鈴木忠志『シラノ・ド・ベルジュラック』はとにかくまず観れたことが良かった。あんなふうに舞台の上で死ぬとゆうことはもはやこれからを生きる人間には訪れないだろうし、近代が夢見たものの最後の最後がこれなのだ。
ろりえ『暖かそうな場所』は生っぽさが気になってしまい、そのうえ会場がだんだん暑くなって気持ち悪くなったりもして許されるなら途中で帰りたかったのだが、しかし、ありえねえと思いながらも最終的には観て良かった。また観てしまうかもしれない怖さがあるのは梅舟マジックか。梅舟惟永は俳優としてかなり魅力的で、人気があるのも分かる。今回の芝居にも感動させられた。あとしかし演出上パンツを見せるのはちょっとどうなのかな。とにかく全体的にいい意味でも悪い意味でも目のやり場に困った。そこを狙ってるのは分かるし、好きな人は超好きなんだろうと思う。
水天宮ピットのオープニングイベントは学校の旧校舎がビアガーデンみたいにもなってて全体的に開放的なイベントになった。神里雄大の役者ぶりも思いのほか羽衣にフィット。羽衣は下ネタは控えたらしいけど、控えてもアレっていうのが凄い(笑)。それを地元のおじちゃんおばちゃん子供たちが楽しんでいた(と思う)。鹿殺しは菜月チョビさんはじめメンバーがパワフルで魅力的だとは思いながらも、あんなに劇団名を連呼しなくても良いのじゃないだろうか?(笑)でもいつか本公演も観てみたいです。
WOSK presents Vol.9 はコアオブベルズやHOSEをはじめ様々なユニットが参加したイベントで、手塚夏子×捩子ぴじんの実験ユニットも極めて刺激的だった。手塚夏子の求道者っぷりは凄まじいし、観ていて超面白い。張り詰めた空気の中でもユーモアの光るパフォーマンスだった。しかしこの夜の圧巻はなんといってもほうほう堂+DJs(佐々木敦、大谷能生)。大谷能生の最近の演劇・ダンスシーンにおける活躍はめざましく、ツクリテが彼と組みたがるのも良く分かる気がする。佐々木敦のDJもハマっていたし、ほうほう堂の最近のパフォーマンスはいつ観ても素晴らしい。
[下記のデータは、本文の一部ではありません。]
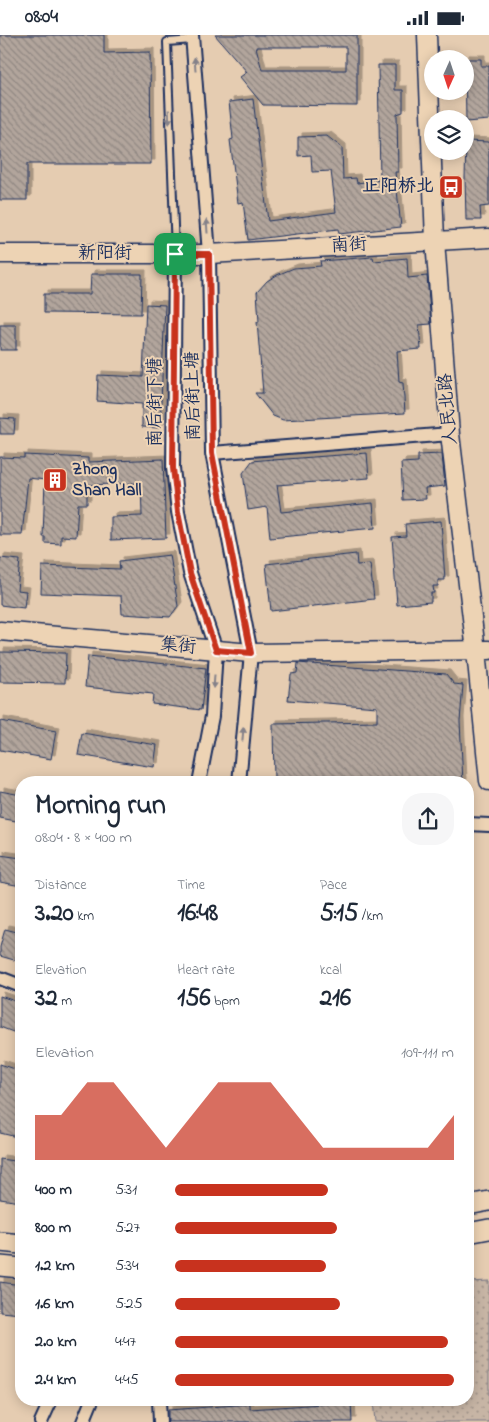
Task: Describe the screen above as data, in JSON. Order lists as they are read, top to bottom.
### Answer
{
  "streets": {
    "street": [
      "南街",
      "新阳街",
      "南后街上塘",
      "南后街下塘",
      "人民北路",
      "集街"
    ]
  },
  "crossings": [
    ["南街", "新阳街"],
    ["南街", "南后街上塘"],
    ["南街", "人民北路"],
    ["新阳街", "南后街上塘"],
    ["新阳街", "南后街下塘"],
    ["南后街上塘", "南后街下塘"],
    ["南后街上塘", "集街"],
    ["南后街下塘", "集街"],
    ["人民北路", "集街"]
  ],
  "one_way": ["南后街上塘", "南后街下塘"],
  "places": {
    "bus stop": ["正阳桥北"],
    "building": ["Zhong Shan Hall"]
  },
  "north": "bottom",
  "page": {
    "status": "08:04",
    "heading": ["Morning run", "08:04 · 8 × 400 m"],
    "stats": [
      ["Distance", "3.20 km"],
      ["Time", "16:48"],
      ["Pace", "5:15 /km"],
      ["Elevation", "32 m"],
      ["Heart rate", "156 bpm"],
      ["kcal", "216"]
    ],
    "chart": ["Elevation", "109–111 m"],
    "list": [
      {
        "name": "400 m",
        "note": "5:31"
      },
      {
        "name": "800 m",
        "note": "5:27"
      },
      {
        "name": "1.2 km",
        "note": "5:34"
      },
      {
        "name": "1.6 km",
        "note": "5:25"
      },
      {
        "name": "2.0 km",
        "note": "4:47"
      },
      {
        "name": "2.4 km",
        "note": "4:45"
      }
    ]
  }
}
これはできればもう少しきちんとレポートしたい。
toiの『華麗なる招待』は2バージョン観たけども、2つとも観たことで面白さが10倍以上に。ワイルダーって面白いなあ。ただstarバージョンのほうは、最後のアレは僭越ながらわたし的には無いほうが良いと感じられた。それはわたしの中にどこかヒューマニスティックな精神が残ってしまっていて、だからああやって生死を扱ってしまう仕掛けに対しては違和感を抱いてしまうのかもしれない。もちろん演出の柴幸男の意図が別に人間主義的なところには全然なく、むしろそこを突き放したいのだろう。そういえば「人間って動物みたいだな」とゆうことをなぜか今回のtoiを観ながら思ったのだった。そうした機械というより動物っぽい野蛮さが今回のtoiにはあったし、そこには役者の力も大きく貢献しているのだろう。あるいは柴幸男の演出にある種の図太さが出たのか? 岸田賞をとってからというもの、柴幸男は決して完成されることなくどんどん成長している。演劇人はもっと柴幸男を恐怖した方が良い(してるだろう)。俳優も豪華なメンバーが揃っていて、とりわけ青柳いづみはかなりヤバかった。わりと俳優って、キャラ、なり、役柄、なりを演じてしまいがちだし(そういう仕事だと思われているし)、柴幸男の作風自体も構造的に箱庭的に作り込むタイプだからそれでピタリとピースがはまるのだけど、その中にあって彼女はどこか全然別の方向にひらいている/とじている感があって、それがあの『華麗なる招待』に、箱庭的ではない、無限のパースペクティブを、あるいは「外部」を感じさせる「出口」をもたらしていて、それがワイルダー(柴幸男)とかけ算になっていて面白かった。相性が良いのか悪いのかわからないけど、かけ算。結果的に凄く良かった。彼女はどうしてあんなことができるんだろう? チェルフィッチュやマームとジプシーでの経験が活きていることは間違いないとしても。そしてこれは決してロボットには演じられない、計算や効果の彼岸にある何物かであると思う。ひとりだけ違う演劇をしているようにも感じられたし(にもかかわらずちゃんとあの作品の中にいたし)、こうした「出口」の存在は例えば今や柴幸男の代表作といえる『わが星』の時にはわたしには感じられないものだった。いうなれば彼女は自由な牢獄に幽閉された年齢不詳のお姫様(でも実は正体は魔女)のようであった。あとtreeバージョンでは坂口辰平くんの隣の席だったのだけど、彼が隣の席でだんだん死に向かっていくのが分かって痛々しかった。何もしてないのに彼は額にもの凄い量の汗を浮かべていて、ああ、人間はこうやって歳を重ねて死んでいくのかと思った。ハイバイに所属する彼も独特のリズムを持った俳優である。あと大重わたる(夜更かしの会)とかマイペースで空気読まない感じで面白かったな。toiは年に一度ペースらしいので、また来年楽しみにしています。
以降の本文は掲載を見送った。